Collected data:

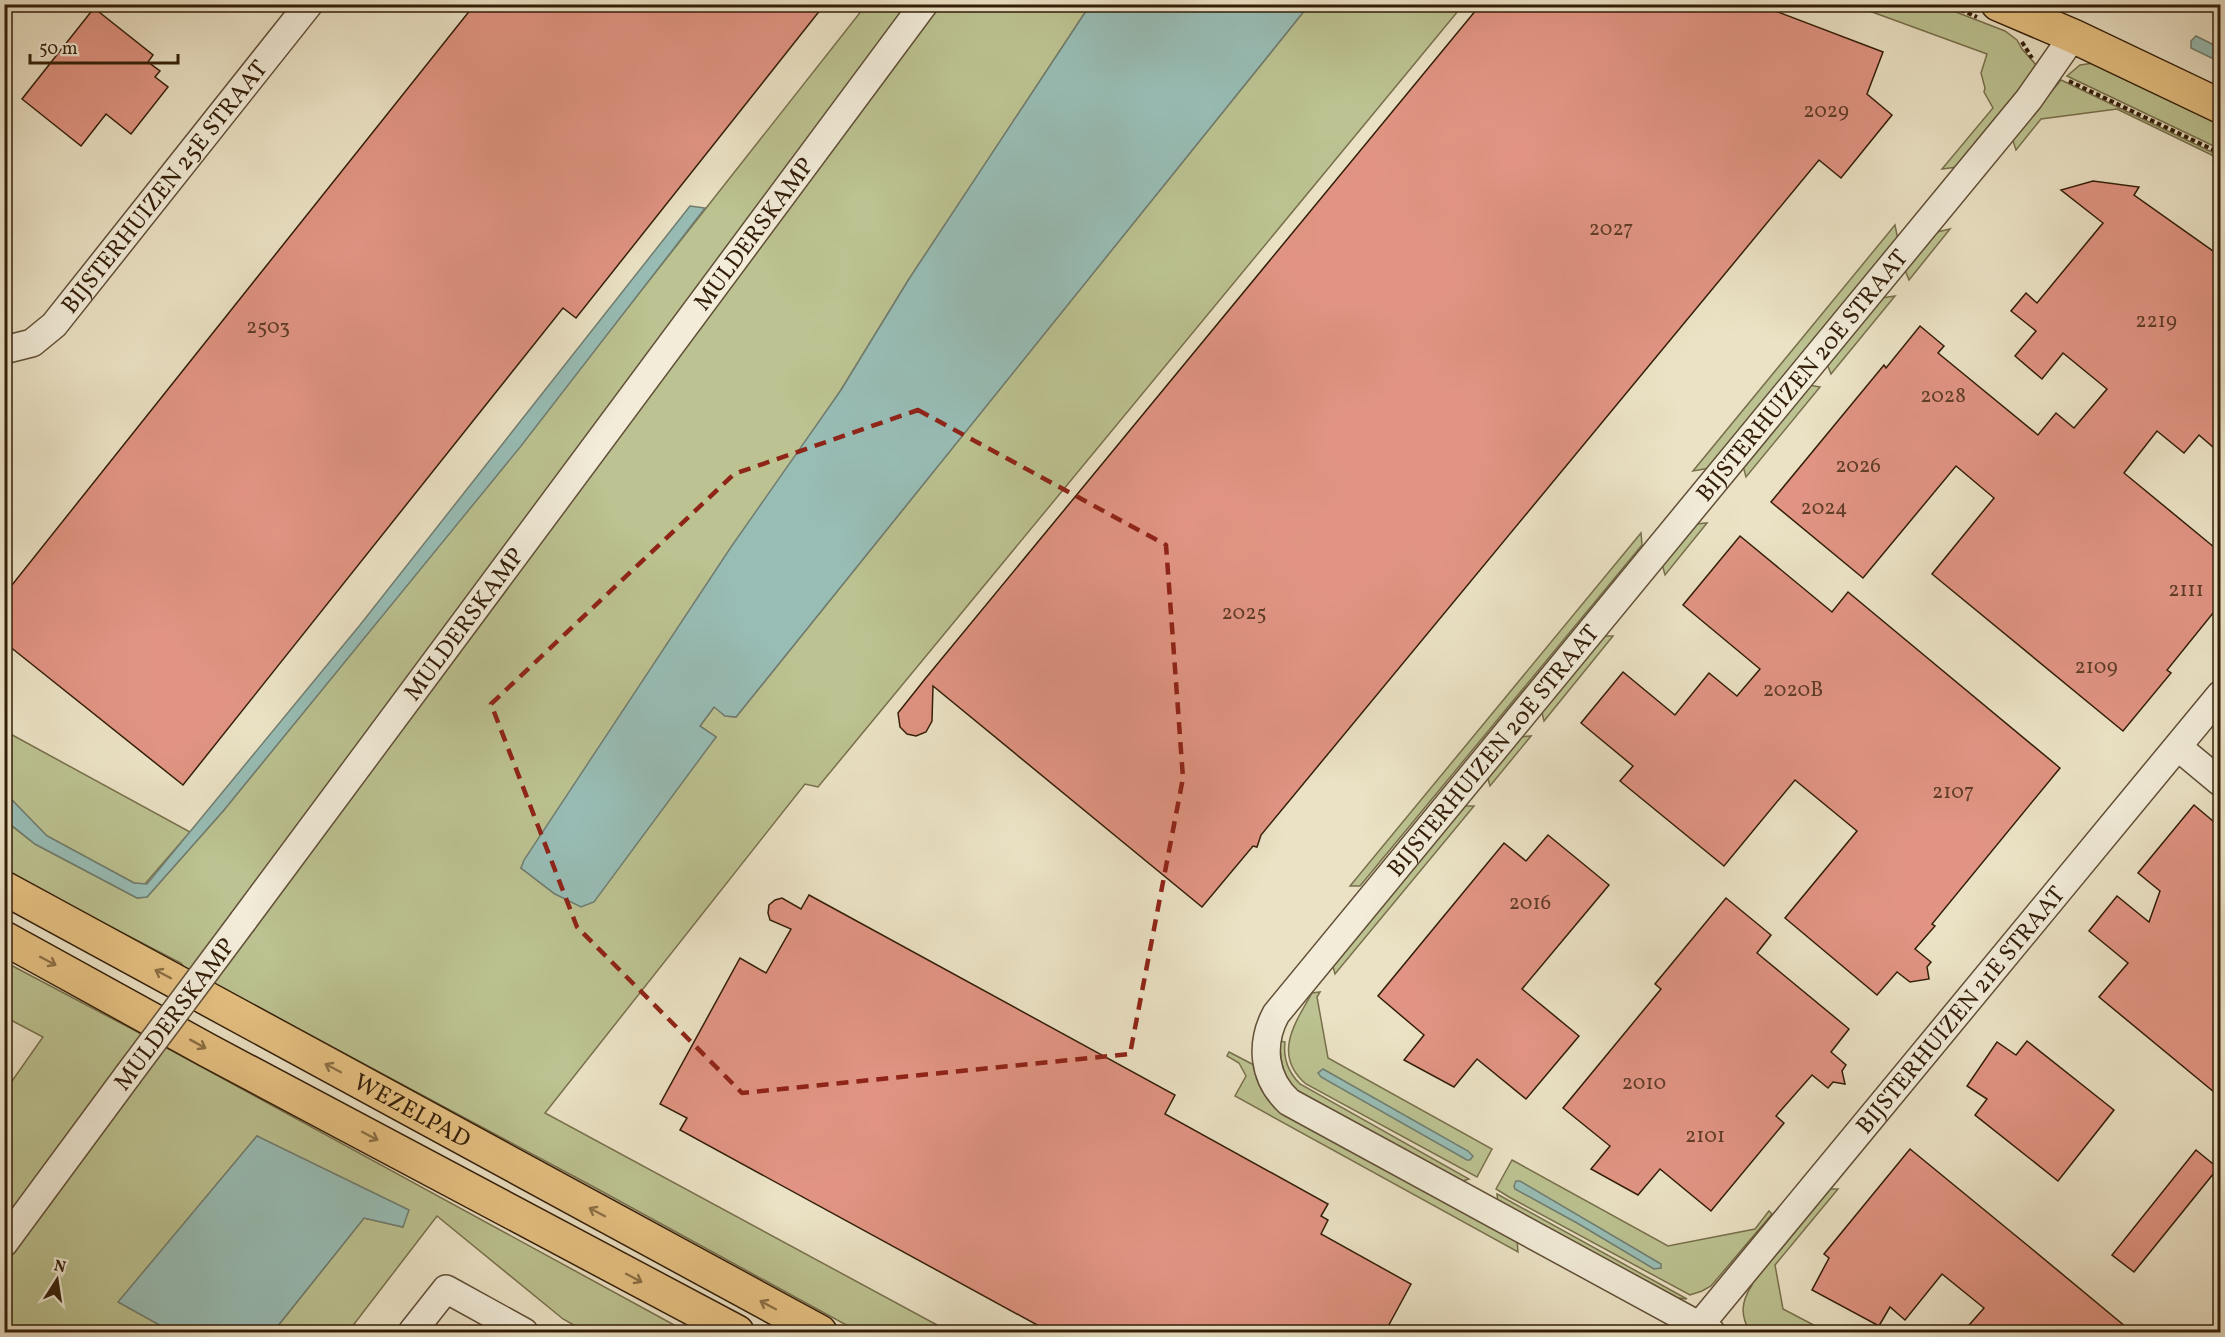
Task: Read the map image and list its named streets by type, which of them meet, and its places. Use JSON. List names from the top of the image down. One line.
{"streets":{"main road":["WEZELPAD"],"street":["BIJSTERHUIZEN 25E STRAAT","MULDERSKAMP","BIJSTERHUIZEN 20E STRAAT","BIJSTERHUIZEN 21E STRAAT"]},"crossings":[["BIJSTERHUIZEN 20E STRAAT","BIJSTERHUIZEN 21E STRAAT"]],"house_numbers":["2029","2027","2219","2503","2028","2026","2024","2111","2025","2109","2020B","2107","2016","2010","2101"],"scale_bar":"50 m","north":"top"}
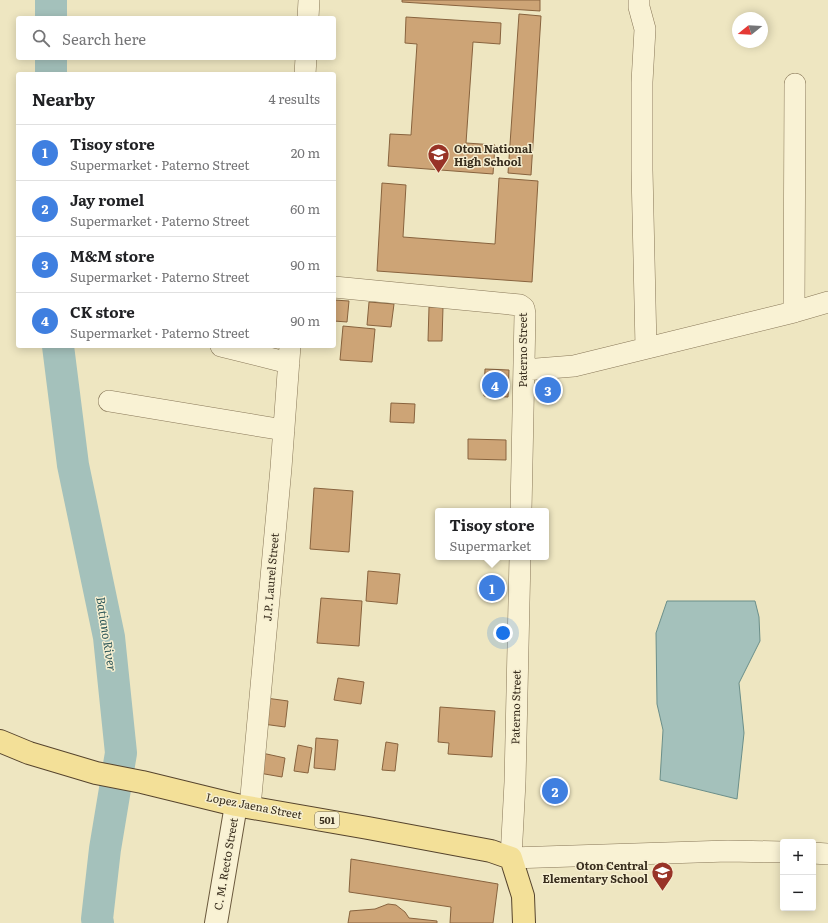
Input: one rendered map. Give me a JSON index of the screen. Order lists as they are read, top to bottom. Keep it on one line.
{"streets":{"main road":["Lopez Jaena Street","501","C. M. Recto Street"],"street":["Paterno Street","J.P. Laurel Street"]},"crossings":[["Paterno Street","Lopez Jaena Street"],["J.P. Laurel Street","Lopez Jaena Street"],["J.P. Laurel Street","C. M. Recto Street"],["Lopez Jaena Street","C. M. Recto Street"]],"water":["Batiano River"],"places":{"school or university":["Oton National High School","Oton Central Elementary School"]},"north":"left","page":{"search":"Search here","heading":["Nearby","4 results"],"list":[{"mark":"1","name":"Tisoy store","note":"Supermarket · Paterno Street","value":"20 m"},{"mark":"2","name":"Jay romel","note":"Supermarket · Paterno Street","value":"60 m"},{"mark":"3","name":"M&M store","note":"Supermarket · Paterno Street","value":"90 m"},{"mark":"4","name":"CK store","note":"Supermarket · Paterno Street","value":"90 m"}],"pins":["4","3","1","2"],"popup":["Tisoy store","Supermarket"],"map_buttons":["+","−"]}}
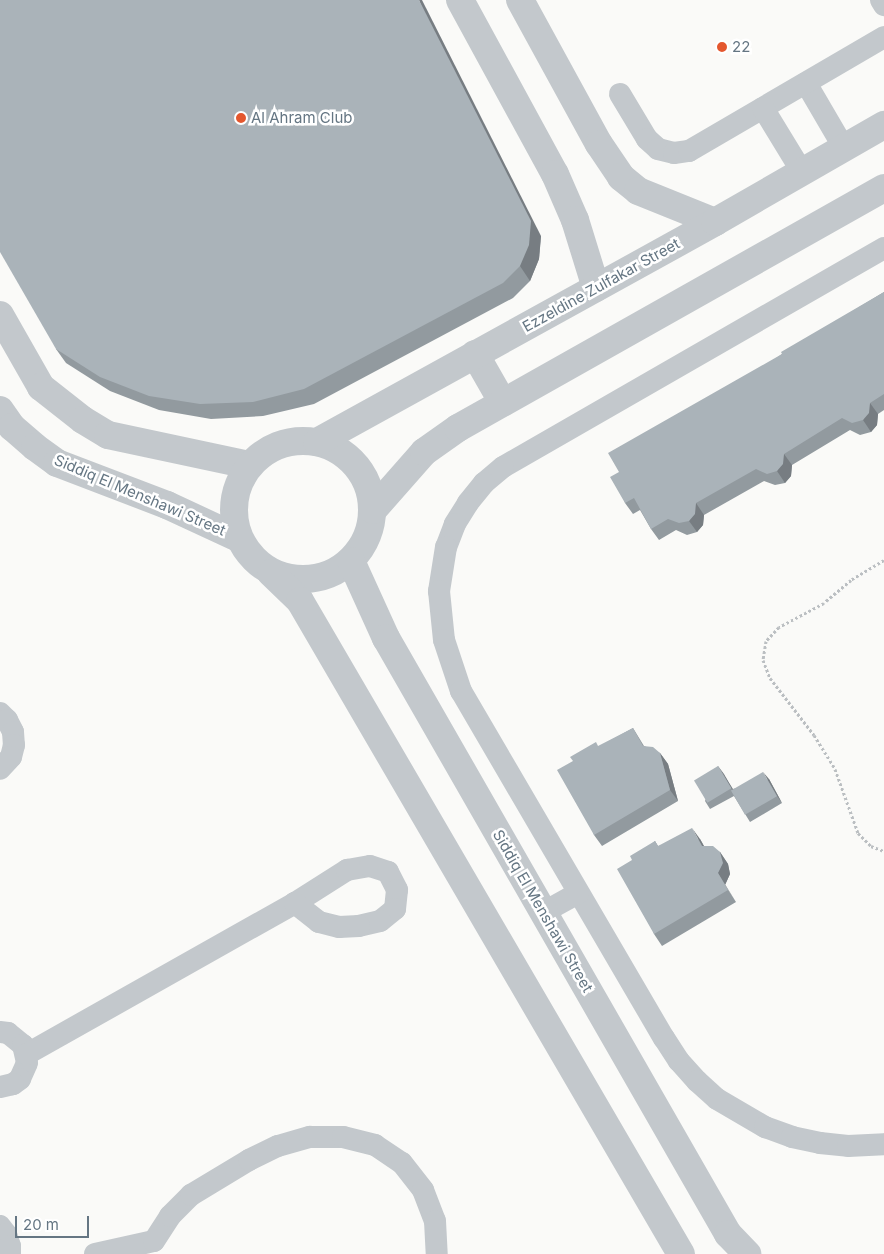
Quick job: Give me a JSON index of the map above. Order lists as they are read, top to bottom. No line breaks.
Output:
{"streets":{"street":["Ezzeldine Zulfakar Street","Siddiq El Menshawi Street"]},"crossings":[["Ezzeldine Zulfakar Street","Siddiq El Menshawi Street"]],"places":["22","Al Ahram Club"],"scale_bar":"20 m"}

PROBLEM: Exactly reproduce each record, leaving out any pictures.

RESPONSE TO THE EXERCISE:
Task: Read the map image and list its named streets by type, which of them meet, and its places. Use JSON. List names from the top of the image down. One line.
{"streets":{"main road":["WEZELPAD"],"street":["BIJSTERHUIZEN 25E STRAAT","MULDERSKAMP","BIJSTERHUIZEN 20E STRAAT","BIJSTERHUIZEN 21E STRAAT"]},"crossings":[["BIJSTERHUIZEN 20E STRAAT","BIJSTERHUIZEN 21E STRAAT"]],"house_numbers":["2029","2027","2219","2503","2028","2026","2024","2111","2025","2109","2020B","2107","2016","2010","2101"],"scale_bar":"50 m","north":"top"}
Input: one rendered map. Give me a JSON index of the screen. Order lists as they are read, top to bottom. Keep it on one line.
{"streets":{"main road":["Lopez Jaena Street","501","C. M. Recto Street"],"street":["Paterno Street","J.P. Laurel Street"]},"crossings":[["Paterno Street","Lopez Jaena Street"],["J.P. Laurel Street","Lopez Jaena Street"],["J.P. Laurel Street","C. M. Recto Street"],["Lopez Jaena Street","C. M. Recto Street"]],"water":["Batiano River"],"places":{"school or university":["Oton National High School","Oton Central Elementary School"]},"north":"left","page":{"search":"Search here","heading":["Nearby","4 results"],"list":[{"mark":"1","name":"Tisoy store","note":"Supermarket · Paterno Street","value":"20 m"},{"mark":"2","name":"Jay romel","note":"Supermarket · Paterno Street","value":"60 m"},{"mark":"3","name":"M&M store","note":"Supermarket · Paterno Street","value":"90 m"},{"mark":"4","name":"CK store","note":"Supermarket · Paterno Street","value":"90 m"}],"pins":["4","3","1","2"],"popup":["Tisoy store","Supermarket"],"map_buttons":["+","−"]}}
Quick job: Give me a JSON index of the map above. Order lists as they are read, top to bottom. No line breaks.
Output:
{"streets":{"street":["Ezzeldine Zulfakar Street","Siddiq El Menshawi Street"]},"crossings":[["Ezzeldine Zulfakar Street","Siddiq El Menshawi Street"]],"places":["22","Al Ahram Club"],"scale_bar":"20 m"}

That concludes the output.